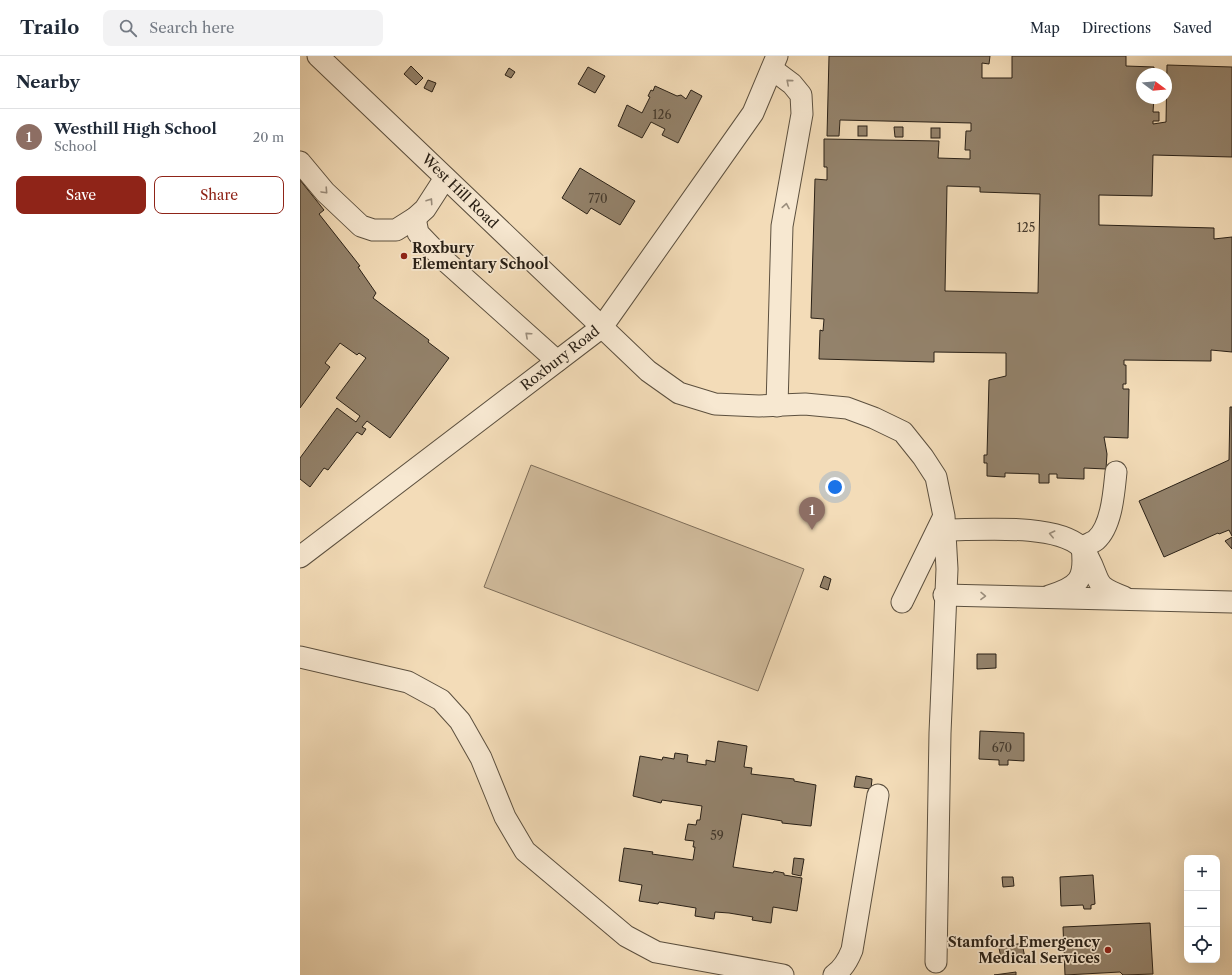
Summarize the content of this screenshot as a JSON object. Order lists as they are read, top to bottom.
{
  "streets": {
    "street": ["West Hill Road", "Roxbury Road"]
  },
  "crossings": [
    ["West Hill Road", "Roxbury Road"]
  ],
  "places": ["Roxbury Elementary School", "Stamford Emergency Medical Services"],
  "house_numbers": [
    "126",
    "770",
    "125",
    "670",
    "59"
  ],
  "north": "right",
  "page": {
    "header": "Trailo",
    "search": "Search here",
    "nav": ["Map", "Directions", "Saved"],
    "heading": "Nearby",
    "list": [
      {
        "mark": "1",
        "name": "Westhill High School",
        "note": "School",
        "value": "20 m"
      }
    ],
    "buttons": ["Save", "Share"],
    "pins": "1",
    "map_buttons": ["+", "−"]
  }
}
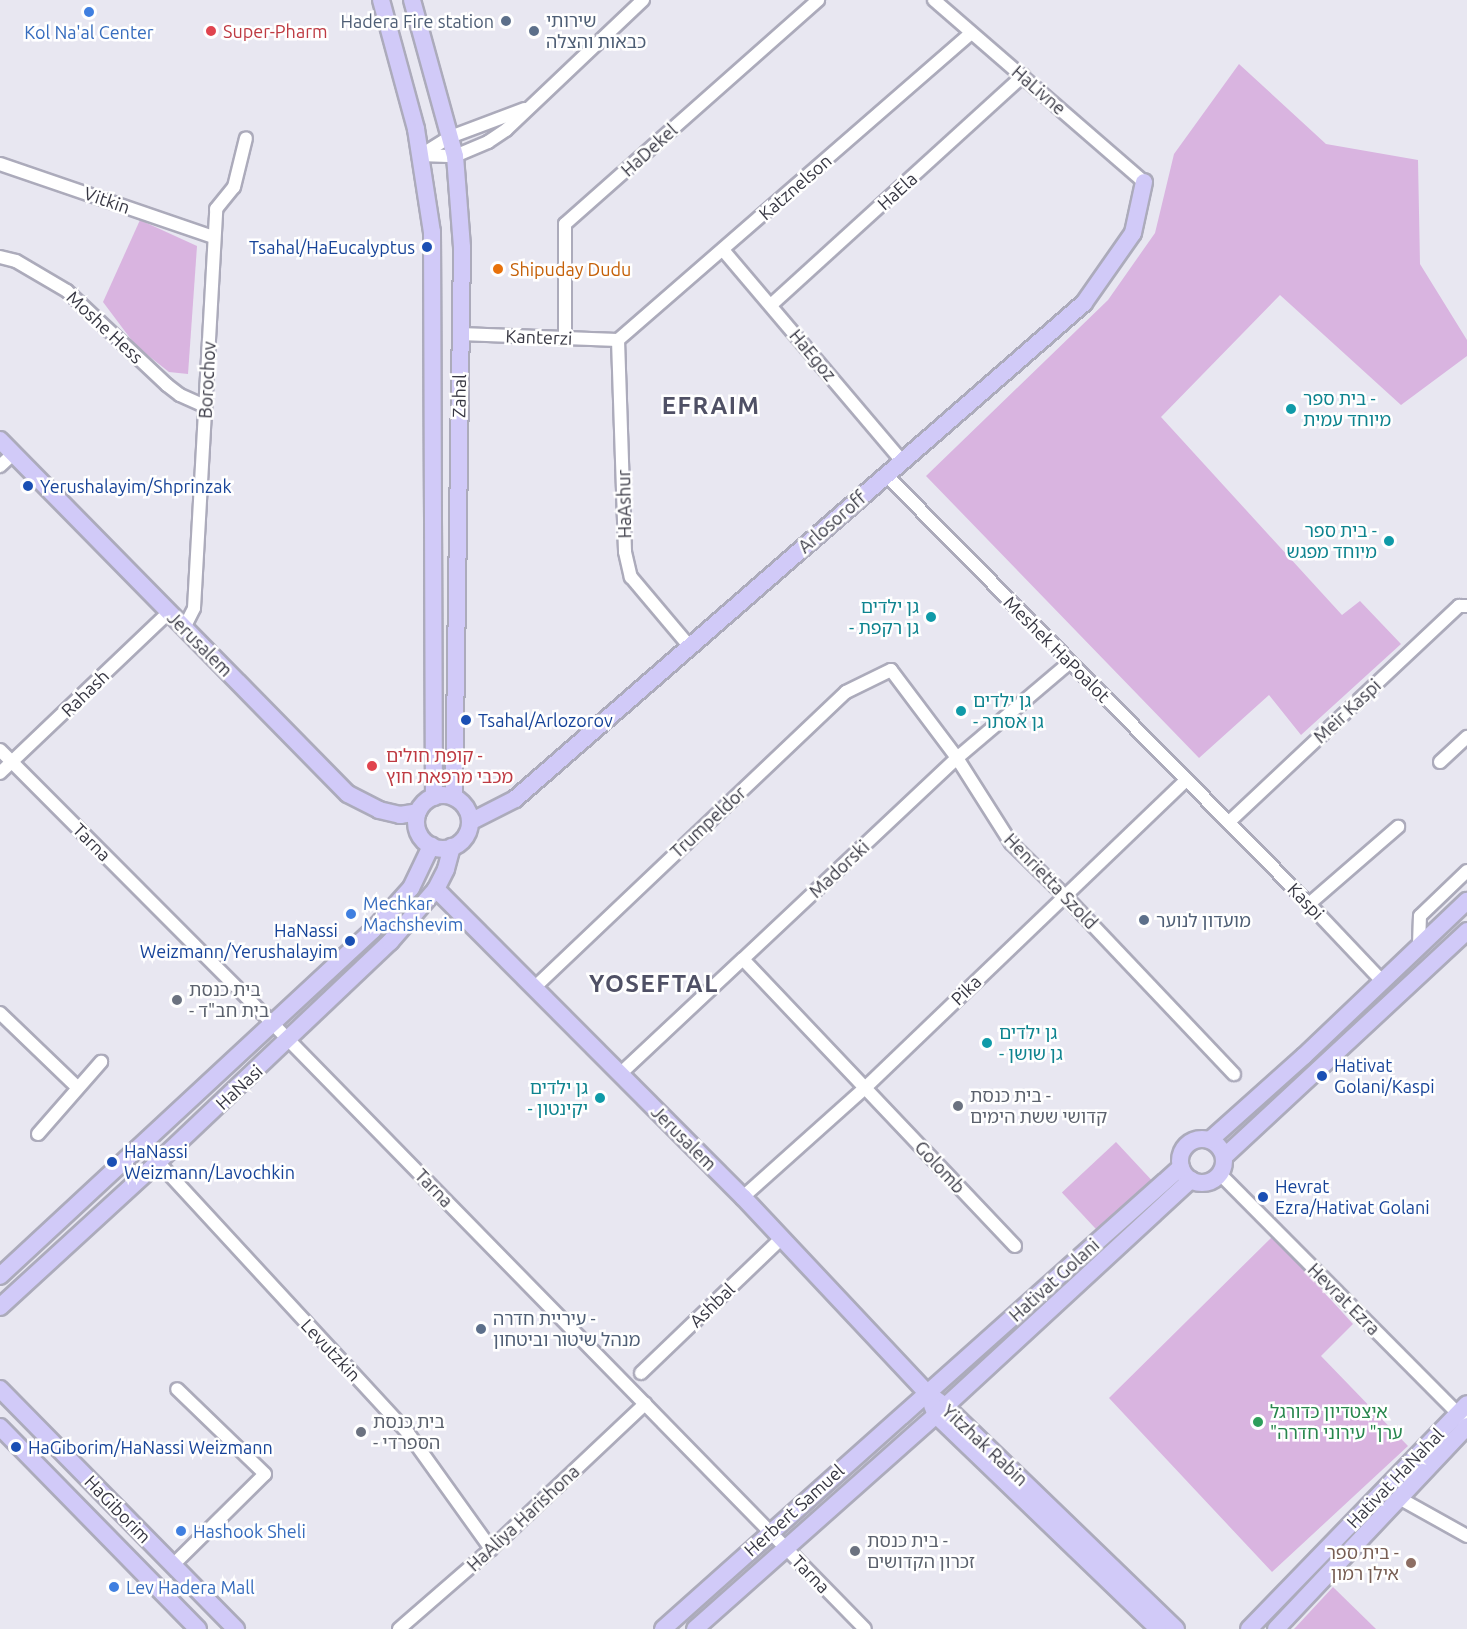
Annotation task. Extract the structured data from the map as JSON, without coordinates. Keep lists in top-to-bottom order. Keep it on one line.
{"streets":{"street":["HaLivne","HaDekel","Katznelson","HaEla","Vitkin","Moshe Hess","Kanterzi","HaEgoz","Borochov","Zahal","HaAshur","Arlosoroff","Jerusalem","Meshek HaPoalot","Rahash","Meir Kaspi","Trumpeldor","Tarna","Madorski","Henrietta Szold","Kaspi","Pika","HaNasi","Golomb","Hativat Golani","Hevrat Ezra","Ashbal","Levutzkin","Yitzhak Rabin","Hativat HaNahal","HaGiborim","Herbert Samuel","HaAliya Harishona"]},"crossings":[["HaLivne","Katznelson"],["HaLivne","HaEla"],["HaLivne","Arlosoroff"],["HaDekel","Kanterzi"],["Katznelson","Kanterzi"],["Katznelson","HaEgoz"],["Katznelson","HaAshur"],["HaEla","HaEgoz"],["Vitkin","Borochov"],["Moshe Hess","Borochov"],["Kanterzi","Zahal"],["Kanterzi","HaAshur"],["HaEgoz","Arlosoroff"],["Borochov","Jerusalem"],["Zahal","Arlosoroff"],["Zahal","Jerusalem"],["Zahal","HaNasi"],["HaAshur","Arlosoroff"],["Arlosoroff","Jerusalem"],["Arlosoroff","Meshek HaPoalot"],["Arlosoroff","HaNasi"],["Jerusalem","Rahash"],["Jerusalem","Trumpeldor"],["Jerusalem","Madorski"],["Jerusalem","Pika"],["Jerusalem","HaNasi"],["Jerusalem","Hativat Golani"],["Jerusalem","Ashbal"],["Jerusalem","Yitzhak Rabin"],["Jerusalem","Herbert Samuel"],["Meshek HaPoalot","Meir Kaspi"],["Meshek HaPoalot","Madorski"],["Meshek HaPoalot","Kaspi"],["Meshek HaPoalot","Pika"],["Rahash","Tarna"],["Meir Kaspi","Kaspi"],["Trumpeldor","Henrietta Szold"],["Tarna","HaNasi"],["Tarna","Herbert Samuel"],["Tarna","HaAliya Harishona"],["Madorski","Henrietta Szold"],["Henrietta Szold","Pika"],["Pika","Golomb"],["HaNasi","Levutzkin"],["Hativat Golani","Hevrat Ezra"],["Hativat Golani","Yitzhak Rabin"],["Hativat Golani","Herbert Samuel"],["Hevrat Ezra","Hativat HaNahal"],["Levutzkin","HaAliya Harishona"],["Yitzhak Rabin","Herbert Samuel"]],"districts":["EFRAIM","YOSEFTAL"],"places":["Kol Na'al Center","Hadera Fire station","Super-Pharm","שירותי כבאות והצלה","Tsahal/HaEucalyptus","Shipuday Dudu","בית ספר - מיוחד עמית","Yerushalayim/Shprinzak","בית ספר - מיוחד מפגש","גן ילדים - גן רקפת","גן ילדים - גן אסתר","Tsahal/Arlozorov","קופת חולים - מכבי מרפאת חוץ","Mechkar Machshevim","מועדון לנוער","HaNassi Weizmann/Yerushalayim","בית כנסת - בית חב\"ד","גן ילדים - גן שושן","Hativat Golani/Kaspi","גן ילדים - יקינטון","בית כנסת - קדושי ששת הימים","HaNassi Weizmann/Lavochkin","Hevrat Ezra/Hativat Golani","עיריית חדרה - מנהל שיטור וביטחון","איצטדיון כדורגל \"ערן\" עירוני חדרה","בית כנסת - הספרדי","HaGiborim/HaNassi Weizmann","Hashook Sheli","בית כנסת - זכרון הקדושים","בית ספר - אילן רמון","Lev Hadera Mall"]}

* PROBLEM DETAILS:
Give the number of lines in the entries that include the string "lists", and nothing else.

* RESPONSE BELOW:
2